Approximate Correlation Clustering Using Same-Cluster Queries

TL;DR

This paper extends semi-supervised same-cluster query frameworks to correlation clustering, providing an efficient approximation algorithm with bounds on query complexity, advancing clustering methods with minimal supervision.

Contribution

It introduces an (1+ε)-approximation algorithm for correlation clustering with polynomial runtime in input size, k, and 1/ε, along with bounds on same-cluster query complexity.

Findings

Achieves (1+ε)-approximation for correlation clustering.

Provides bounds on the number of same-cluster queries needed.

Extends semi-supervised clustering frameworks to correlation clustering.

Abstract

Ashtiani et al. (NIPS 2016) introduced a semi-supervised framework for clustering (SSAC) where a learner is allowed to make same-cluster queries. More specifically, in their model, there is a query oracle that answers queries of the form given any two vertices, do they belong to the same optimal cluster?. Ashtiani et al. showed the usefulness of such a query framework by giving a polynomial time algorithm for the k-means clustering problem where the input dataset satisfies some separation condition. Ailon et al. extended the above work to the approximation setting by giving an efficient (1+\eps)-approximation algorithm for k-means for any small \eps > 0 and any dataset within the SSAC framework. In this work, we extend this line of study to the correlation clustering problem. Correlation clustering is a graph clustering problem where pairwise similarity (or dissimilarity) information is given for every pair of vertices and the objective is to partition the vertices into clusters that minimise the disagreement (or maximises agreement) with the pairwise information given as input.
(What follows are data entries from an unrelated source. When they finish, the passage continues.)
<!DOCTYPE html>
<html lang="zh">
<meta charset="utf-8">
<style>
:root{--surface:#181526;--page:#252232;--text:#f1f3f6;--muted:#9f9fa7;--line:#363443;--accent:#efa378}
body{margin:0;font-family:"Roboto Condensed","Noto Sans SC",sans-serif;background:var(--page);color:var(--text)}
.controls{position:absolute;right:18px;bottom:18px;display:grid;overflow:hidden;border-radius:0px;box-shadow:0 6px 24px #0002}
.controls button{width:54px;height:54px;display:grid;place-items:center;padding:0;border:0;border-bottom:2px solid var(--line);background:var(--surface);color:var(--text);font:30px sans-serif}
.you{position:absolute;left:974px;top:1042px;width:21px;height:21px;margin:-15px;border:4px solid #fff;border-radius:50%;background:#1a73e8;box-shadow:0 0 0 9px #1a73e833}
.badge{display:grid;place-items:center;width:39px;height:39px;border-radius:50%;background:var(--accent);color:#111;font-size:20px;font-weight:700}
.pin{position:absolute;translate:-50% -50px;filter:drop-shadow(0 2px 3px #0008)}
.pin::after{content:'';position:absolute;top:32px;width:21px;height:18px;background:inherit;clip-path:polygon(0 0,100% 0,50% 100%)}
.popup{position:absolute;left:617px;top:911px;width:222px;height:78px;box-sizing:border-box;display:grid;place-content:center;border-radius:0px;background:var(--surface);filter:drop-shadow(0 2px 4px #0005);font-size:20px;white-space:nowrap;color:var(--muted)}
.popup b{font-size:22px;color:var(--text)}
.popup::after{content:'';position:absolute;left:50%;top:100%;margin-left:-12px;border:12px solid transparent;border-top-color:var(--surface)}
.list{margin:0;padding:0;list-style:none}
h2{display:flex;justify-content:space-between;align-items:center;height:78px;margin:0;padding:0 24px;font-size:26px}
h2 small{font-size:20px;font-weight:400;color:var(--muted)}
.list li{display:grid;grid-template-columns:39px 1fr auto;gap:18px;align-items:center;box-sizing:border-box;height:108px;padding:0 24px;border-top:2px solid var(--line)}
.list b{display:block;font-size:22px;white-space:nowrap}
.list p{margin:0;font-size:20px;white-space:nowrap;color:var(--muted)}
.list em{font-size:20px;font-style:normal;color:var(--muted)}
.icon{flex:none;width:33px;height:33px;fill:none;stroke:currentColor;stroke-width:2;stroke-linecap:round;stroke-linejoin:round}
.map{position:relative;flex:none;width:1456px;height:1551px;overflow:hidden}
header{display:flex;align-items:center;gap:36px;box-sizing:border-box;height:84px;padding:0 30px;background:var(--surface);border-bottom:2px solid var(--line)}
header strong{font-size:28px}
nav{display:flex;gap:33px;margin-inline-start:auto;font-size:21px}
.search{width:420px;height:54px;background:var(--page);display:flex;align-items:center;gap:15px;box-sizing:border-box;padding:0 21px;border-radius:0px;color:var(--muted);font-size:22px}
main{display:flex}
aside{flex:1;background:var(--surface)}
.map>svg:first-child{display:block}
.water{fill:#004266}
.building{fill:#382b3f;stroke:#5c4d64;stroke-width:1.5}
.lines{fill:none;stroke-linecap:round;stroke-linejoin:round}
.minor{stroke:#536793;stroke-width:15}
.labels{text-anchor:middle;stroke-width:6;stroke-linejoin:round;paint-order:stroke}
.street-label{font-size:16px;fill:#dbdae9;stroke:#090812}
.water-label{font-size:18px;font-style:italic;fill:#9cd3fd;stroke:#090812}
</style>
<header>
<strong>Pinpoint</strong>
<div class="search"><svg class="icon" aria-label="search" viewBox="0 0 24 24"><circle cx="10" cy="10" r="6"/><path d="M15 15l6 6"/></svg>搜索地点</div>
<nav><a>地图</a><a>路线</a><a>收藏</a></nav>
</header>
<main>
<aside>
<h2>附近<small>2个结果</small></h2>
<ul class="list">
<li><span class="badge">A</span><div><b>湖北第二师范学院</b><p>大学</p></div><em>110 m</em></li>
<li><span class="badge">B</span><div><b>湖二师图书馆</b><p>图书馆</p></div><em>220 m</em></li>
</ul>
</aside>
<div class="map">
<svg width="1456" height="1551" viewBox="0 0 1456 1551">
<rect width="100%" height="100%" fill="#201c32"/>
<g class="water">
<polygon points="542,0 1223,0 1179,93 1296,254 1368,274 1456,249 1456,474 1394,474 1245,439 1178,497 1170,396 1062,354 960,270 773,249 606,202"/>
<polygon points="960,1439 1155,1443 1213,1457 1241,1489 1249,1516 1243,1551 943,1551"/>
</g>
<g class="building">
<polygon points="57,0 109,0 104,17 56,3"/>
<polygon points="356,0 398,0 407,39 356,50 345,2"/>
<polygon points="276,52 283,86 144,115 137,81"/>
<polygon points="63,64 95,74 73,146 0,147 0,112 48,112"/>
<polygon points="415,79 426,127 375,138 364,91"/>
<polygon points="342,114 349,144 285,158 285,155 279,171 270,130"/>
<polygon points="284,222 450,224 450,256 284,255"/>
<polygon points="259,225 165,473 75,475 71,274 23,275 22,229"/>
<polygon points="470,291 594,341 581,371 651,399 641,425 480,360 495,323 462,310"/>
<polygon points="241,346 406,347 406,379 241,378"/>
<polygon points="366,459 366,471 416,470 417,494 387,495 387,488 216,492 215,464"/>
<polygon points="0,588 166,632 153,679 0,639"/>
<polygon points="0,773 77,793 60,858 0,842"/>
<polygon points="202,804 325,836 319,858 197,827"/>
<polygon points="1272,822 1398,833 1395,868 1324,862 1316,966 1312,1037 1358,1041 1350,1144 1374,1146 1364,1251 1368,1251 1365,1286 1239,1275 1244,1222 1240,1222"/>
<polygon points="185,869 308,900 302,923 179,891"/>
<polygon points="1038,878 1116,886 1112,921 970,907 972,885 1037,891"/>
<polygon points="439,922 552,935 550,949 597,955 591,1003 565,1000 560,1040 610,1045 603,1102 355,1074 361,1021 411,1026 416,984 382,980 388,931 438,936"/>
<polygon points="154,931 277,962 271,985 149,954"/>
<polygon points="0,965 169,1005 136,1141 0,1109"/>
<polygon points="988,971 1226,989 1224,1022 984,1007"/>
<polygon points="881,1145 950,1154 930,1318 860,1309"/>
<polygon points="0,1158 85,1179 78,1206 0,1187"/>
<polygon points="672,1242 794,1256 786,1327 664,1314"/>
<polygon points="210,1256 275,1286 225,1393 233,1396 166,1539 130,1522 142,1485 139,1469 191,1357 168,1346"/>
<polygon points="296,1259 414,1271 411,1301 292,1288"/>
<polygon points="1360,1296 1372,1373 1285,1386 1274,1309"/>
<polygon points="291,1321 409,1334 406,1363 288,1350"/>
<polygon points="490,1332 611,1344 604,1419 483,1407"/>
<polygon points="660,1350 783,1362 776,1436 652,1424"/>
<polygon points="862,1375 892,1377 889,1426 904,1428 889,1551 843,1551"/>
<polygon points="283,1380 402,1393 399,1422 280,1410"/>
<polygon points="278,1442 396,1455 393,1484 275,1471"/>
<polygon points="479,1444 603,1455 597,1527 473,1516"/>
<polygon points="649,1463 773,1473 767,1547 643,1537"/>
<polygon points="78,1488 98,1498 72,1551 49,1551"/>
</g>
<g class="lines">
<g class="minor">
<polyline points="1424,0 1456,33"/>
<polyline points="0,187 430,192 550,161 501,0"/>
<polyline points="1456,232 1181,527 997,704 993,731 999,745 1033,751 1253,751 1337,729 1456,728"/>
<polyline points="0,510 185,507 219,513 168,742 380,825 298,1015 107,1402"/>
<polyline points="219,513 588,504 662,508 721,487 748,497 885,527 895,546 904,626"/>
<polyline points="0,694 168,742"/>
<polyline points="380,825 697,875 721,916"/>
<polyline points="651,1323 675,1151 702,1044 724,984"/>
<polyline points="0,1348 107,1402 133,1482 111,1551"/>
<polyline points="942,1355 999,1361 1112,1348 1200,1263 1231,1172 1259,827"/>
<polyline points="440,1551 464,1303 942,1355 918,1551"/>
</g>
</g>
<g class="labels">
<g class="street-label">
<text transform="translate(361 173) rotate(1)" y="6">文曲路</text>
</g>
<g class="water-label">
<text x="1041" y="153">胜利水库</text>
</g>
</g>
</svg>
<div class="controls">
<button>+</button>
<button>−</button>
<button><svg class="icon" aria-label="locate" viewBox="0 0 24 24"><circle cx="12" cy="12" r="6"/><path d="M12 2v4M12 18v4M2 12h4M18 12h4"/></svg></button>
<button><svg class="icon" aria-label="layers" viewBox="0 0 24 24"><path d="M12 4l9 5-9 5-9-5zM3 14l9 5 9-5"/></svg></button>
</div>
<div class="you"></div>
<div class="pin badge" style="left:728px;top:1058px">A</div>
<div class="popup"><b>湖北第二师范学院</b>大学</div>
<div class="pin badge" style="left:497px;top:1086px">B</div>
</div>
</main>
These problems are popularly known as MinDisAgree and MaxAgree problems, and MinDisAgree[k] and MaxAgree[k] are versions of these problems where the number of optimal clusters is at most k. There exist Polynomial Time Approximation Schemes (PTAS) for MinDisAgree[k] and MaxAgree[k] where the approximation guarantee is (1+\eps) for any small \eps and the running time is polynomial in the input parameters but exponential in k and 1/\eps. We obtain an (1+\eps)-approximation algorithm for any small \eps with running time that is polynomial in the input parameters and also in k and 1/\eps. We also give non-trivial upper and lower bounds on the number of same-cluster queries, the lower bound being based on the Exponential Time Hypothesis (ETH).